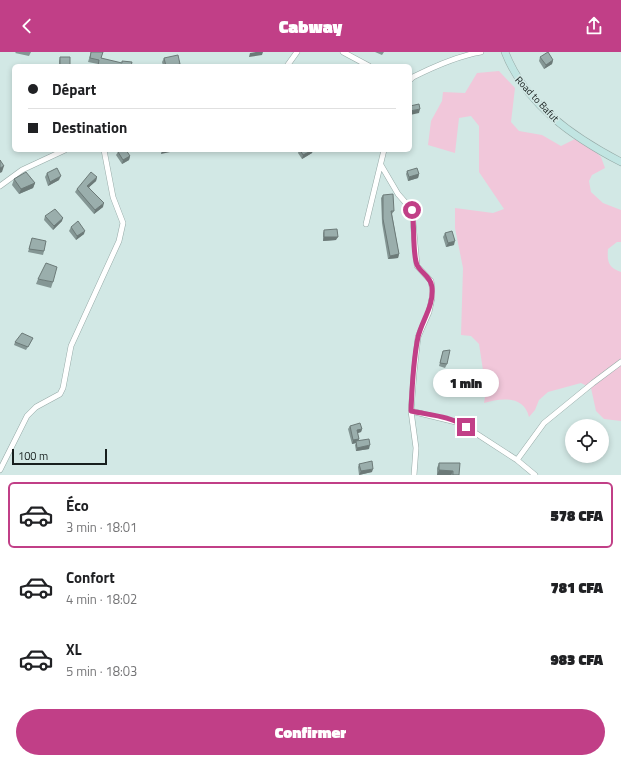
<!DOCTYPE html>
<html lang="fr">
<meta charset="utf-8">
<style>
:root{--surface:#fff;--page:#f2f2f2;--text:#202124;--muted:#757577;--line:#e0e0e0;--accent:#c13f87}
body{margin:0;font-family:"Titillium Web",sans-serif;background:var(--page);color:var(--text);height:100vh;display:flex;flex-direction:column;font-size:15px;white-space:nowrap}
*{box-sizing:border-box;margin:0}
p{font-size:13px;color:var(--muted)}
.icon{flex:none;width:22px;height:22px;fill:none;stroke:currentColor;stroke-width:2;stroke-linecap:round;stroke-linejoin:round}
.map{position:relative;height:423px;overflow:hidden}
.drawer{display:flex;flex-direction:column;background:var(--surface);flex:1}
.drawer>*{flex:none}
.guide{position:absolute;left:12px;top:12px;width:400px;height:88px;border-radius:6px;box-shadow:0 2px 6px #0003;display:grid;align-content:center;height:88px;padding:0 16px;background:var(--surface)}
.tools{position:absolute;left:565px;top:367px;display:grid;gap:8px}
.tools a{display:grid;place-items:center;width:44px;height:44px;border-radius:50%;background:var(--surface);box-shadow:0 2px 6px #0003;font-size:20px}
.scale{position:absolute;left:12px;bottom:10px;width:95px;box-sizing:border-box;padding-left:4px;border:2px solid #171f1e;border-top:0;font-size:11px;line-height:14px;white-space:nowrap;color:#171f1e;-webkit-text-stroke:3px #d2e8e5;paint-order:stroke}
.end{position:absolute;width:18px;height:18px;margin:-9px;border:5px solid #c13f87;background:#fff;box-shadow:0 0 0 2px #fff}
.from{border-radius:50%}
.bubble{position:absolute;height:28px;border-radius:14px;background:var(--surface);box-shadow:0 2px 6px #0003;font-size:13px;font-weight:800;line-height:28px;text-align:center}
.guide b{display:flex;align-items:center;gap:14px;height:38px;font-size:15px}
.guide b+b{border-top:1px solid var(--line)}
.guide i{width:10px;height:10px;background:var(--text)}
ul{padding:7px 0 0;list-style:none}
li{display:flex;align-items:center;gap:12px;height:66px;margin:0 8px 6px;padding:0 8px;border:2px solid transparent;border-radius:6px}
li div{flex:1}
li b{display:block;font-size:15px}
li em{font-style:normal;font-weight:800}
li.active{border-color:var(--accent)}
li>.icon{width:36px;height:36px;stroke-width:1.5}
.cta{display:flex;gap:8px;margin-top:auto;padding:8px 16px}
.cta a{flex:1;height:46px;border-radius:24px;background:var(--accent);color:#fff;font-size:16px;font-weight:800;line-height:46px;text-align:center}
header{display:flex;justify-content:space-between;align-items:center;height:52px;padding:0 16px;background:var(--accent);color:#fff;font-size:18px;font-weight:800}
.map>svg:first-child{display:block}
</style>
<header><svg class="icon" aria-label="back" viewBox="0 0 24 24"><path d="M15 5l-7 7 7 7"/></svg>Cabway<svg class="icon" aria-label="share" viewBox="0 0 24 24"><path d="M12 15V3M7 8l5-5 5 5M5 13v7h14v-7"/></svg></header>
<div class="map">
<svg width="621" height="423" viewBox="0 0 621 423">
<rect width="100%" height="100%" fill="#d2e8e5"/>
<path fill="#f1c7da" d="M 499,19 L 515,36 L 511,70 L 519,79 L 542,83 L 561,94 L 583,83 L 586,90 L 601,105 L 605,116 L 592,123 L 589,129 L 591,140 L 603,151 L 621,158 L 621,190 L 617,190 L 608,197 C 607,209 608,216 621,220 L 621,369 L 604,367 L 596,359 L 591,336 L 581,331 L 548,340 L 539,348 L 535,358 L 529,365 C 524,343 500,346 484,351 L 486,338 L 479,292 L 471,284 L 461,283 L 463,216 L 455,176 L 455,156 L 493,161 L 504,157 L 479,120 L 479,74 L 471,64 L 459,66 L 455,101 L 428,93 L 431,69 L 442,49 L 443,40 L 465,41 L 477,21 Z"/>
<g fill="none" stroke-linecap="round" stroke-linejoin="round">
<defs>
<path id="street" d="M 343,0 L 369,14
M 287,14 L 297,0
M 410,28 L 413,25 C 435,14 457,4 481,0
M 381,113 L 398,142 L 412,158 L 417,214 L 431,229 L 432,235 L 432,246 L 429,260 L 418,285 L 414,321 L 411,359 L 416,396 L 414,423
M 0,134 L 22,118 L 65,98
M 366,172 L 384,98
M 411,359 L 460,371 L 517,408 L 535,423
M 517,408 L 544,371 L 593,331 L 621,310
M 0,418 L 27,364 L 36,355 L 60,342 L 63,336 L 71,294 L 119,189 L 123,171 L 113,145 L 104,98"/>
<path id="secondary" d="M 505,0 C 525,52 573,85 621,110"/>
</defs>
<use href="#street" stroke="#96aaa7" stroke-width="6"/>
<use href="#secondary" stroke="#96aaa7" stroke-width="8"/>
<use href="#street" stroke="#fff" stroke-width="5"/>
<use href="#secondary" stroke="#c1e5e2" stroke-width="7"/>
</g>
<path fill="#849694" d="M 16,0 L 31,0 L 29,4 L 15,1 Z
M 91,0 L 103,0 L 101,6 L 131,14 L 97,14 L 98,12 L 88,10 Z
M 375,0 L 384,0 L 382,3 Z
M 60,5 L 70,14 L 59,14 L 59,9 Z
M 540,5 L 553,8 L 552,12 L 544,17 L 539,9 Z
M 164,6 L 180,14 L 163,14 L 162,10 Z
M 299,98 L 313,98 L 312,101 L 302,107 L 298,101 Z
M 118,100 L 130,104 L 129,108 L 122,112 L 116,103 Z
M 407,119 L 419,122 L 418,126 L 408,129 L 406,122 Z
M 47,121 L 59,128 L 48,134 L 45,125 Z
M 97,125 L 96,129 L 89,135 L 103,155 L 94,162 L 75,140 L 77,137 Z
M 14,127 L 35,131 L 33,136 L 19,142 L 12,133 Z
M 383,143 L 394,159 L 392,162 L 399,202 L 398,206 L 388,207 L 382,171 L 381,146 Z
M 45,164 L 62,169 L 53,178 L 44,168 Z
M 71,175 L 84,182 L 76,188 L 69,179 Z
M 324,178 L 336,188 L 323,189 L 323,181 Z
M 445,181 L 454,193 L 446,195 L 443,185 Z
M 32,186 L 44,199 L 43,203 L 28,200 Z
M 38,227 L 53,230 L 51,236 L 36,232 Z
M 33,286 L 26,298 L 14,293 L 15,290 Z
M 443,299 L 447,312 L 445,316 L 439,314 Z
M 350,374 L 362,377 L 361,380 L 357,381 L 359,387 L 358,389 L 369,397 L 356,399 L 355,393 L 356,391 L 352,392 L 348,377 Z
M 439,411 L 459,423 L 437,423 L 437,416 Z
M 359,412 L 372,420 L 359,423 L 358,415 Z"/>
<path fill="#6c7a78" d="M 256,0 L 263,0 L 262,3 L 249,5 L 250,1 Z
M 553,8 L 552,12 L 544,17 L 546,13 Z
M 180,12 L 180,14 L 172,14 Z
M 420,57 L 419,61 L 410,63 L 410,59 Z
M 162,98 L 179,98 L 161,102 Z
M 313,98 L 312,101 L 302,107 L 303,103 Z
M 130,104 L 129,108 L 122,112 L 123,108 Z
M 4,114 L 2,120 L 0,121 L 0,116 Z
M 419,122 L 418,126 L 408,129 L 409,125 Z
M 61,124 L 59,128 L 48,134 L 50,130 Z
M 97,125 L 96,129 L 86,138 L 87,134 Z
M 35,131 L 33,136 L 19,142 L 21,137 Z
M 104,151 L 103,155 L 94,162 L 95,158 Z
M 63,166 L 62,169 L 53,178 L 54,174 Z
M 85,179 L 84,182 L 76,188 L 77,184 Z
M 324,185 L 338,185 L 336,188 L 323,189 Z
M 455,189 L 454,193 L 446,195 L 448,191 Z
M 399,202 L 398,206 L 388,207 L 390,204 Z
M 362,377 L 361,380 L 355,382 L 357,378 Z
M 359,387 L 357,390 L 356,389 L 356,391 L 352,392 L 353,388 Z
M 370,393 L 369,397 L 356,399 L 357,396 Z
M 373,417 L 372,420 L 359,423 L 361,419 Z
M 439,418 L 453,419 L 451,423 L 437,423 Z"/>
<path fill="#9aaeac" stroke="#6c7a78" d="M 91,0 L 103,0 L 101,6 L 122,11 L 122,9 L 132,10 L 131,14 L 98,14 L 99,8 L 90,6 Z
M 548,0 L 553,8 L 546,13 L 540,5 Z
M 178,3 L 180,12 L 172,14 L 166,14 L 164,6 Z
M 60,5 L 70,5 L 70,14 L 60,13 Z
M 419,52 L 420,57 L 410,59 L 410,54 Z
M 120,98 L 126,98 L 130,104 L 123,108 L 118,100 Z
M 300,98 L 313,98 L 303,103 Z
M 0,108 L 4,114 L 0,116 Z
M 57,116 L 61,124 L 50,130 L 47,121 Z
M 417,116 L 419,122 L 409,125 L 407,119 Z
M 26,120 L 35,131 L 21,137 L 14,127 Z
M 91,120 L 97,125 L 87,134 L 104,151 L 95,158 L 77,137 Z
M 393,142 L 394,159 L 391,159 L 399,202 L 390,204 L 383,167 L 383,143 Z
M 55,157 L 63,166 L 54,174 L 45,164 Z
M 78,169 L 85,179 L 77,184 L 71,175 Z
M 337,177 L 338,185 L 324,185 L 324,178 Z
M 452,179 L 455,189 L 448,191 L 445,181 Z
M 32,186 L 46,189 L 44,199 L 29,197 Z
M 46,211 L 57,215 L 53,230 L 38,227 Z
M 22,281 L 33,286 L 28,295 L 15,290 Z
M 450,298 L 447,312 L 440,311 L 443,299 Z
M 360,371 L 362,377 L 357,378 L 359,387 L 353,388 L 350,374 Z
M 369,387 L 370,393 L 357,396 L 356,389 Z
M 372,409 L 373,417 L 361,419 L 359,412 Z
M 439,411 L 460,411 L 459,423 L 453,423 L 453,419 L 439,418 Z"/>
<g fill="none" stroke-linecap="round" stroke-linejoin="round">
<path stroke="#c13f87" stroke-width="5" d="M 412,158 C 415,173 412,200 417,213 C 421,221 431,225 432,235 C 434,254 422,268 418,285 C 413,309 412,335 411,359 C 429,363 451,364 466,375"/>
</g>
<g text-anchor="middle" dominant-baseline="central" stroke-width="3.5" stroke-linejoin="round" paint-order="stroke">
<g font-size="10" fill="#171f1e" stroke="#d2e8e5">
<text transform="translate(537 47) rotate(47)">Road to Bafut</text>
</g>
</g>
</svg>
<div class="tools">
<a><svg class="icon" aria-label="locate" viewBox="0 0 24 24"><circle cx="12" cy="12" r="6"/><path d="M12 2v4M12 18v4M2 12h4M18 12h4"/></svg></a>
</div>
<div class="scale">100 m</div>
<i class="end from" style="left:412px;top:158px"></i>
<i class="end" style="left:466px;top:375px"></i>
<div class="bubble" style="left:433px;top:317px;width:66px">1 min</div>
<div class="guide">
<b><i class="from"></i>Départ</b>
<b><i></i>Destination</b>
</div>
</div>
<section class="drawer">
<ul>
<li class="active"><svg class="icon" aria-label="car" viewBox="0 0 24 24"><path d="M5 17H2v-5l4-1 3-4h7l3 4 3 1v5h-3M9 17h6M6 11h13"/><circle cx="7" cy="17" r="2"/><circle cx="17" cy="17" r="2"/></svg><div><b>Éco</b><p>3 min · 18:01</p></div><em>578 CFA</em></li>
<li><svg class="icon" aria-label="car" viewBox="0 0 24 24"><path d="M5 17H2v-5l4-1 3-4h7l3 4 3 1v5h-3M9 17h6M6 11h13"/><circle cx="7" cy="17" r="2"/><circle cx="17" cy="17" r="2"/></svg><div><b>Confort</b><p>4 min · 18:02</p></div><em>781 CFA</em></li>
<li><svg class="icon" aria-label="car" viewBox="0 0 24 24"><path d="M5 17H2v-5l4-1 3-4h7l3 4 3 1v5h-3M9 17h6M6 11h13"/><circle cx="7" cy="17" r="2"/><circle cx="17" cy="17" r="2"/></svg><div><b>XL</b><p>5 min · 18:03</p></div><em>983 CFA</em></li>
</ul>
<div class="cta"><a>Confirmer</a></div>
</section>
##########
● Task to carry out
Each line from the one with "2v4M12 18v4M2 12h4M18" through the end of the entries above must be set down exactly, both end lines included, and no other line may appear.

● Answer box
<a><svg class="icon" aria-label="locate" viewBox="0 0 24 24"><circle cx="12" cy="12" r="6"/><path d="M12 2v4M12 18v4M2 12h4M18 12h4"/></svg></a>
</div>
<div class="scale">100 m</div>
<i class="end from" style="left:412px;top:158px"></i>
<i class="end" style="left:466px;top:375px"></i>
<div class="bubble" style="left:433px;top:317px;width:66px">1 min</div>
<div class="guide">
<b><i class="from"></i>Départ</b>
<b><i></i>Destination</b>
</div>
</div>
<section class="drawer">
<ul>
<li class="active"><svg class="icon" aria-label="car" viewBox="0 0 24 24"><path d="M5 17H2v-5l4-1 3-4h7l3 4 3 1v5h-3M9 17h6M6 11h13"/><circle cx="7" cy="17" r="2"/><circle cx="17" cy="17" r="2"/></svg><div><b>Éco</b><p>3 min · 18:01</p></div><em>578 CFA</em></li>
<li><svg class="icon" aria-label="car" viewBox="0 0 24 24"><path d="M5 17H2v-5l4-1 3-4h7l3 4 3 1v5h-3M9 17h6M6 11h13"/><circle cx="7" cy="17" r="2"/><circle cx="17" cy="17" r="2"/></svg><div><b>Confort</b><p>4 min · 18:02</p></div><em>781 CFA</em></li>
<li><svg class="icon" aria-label="car" viewBox="0 0 24 24"><path d="M5 17H2v-5l4-1 3-4h7l3 4 3 1v5h-3M9 17h6M6 11h13"/><circle cx="7" cy="17" r="2"/><circle cx="17" cy="17" r="2"/></svg><div><b>XL</b><p>5 min · 18:03</p></div><em>983 CFA</em></li>
</ul>
<div class="cta"><a>Confirmer</a></div>
</section>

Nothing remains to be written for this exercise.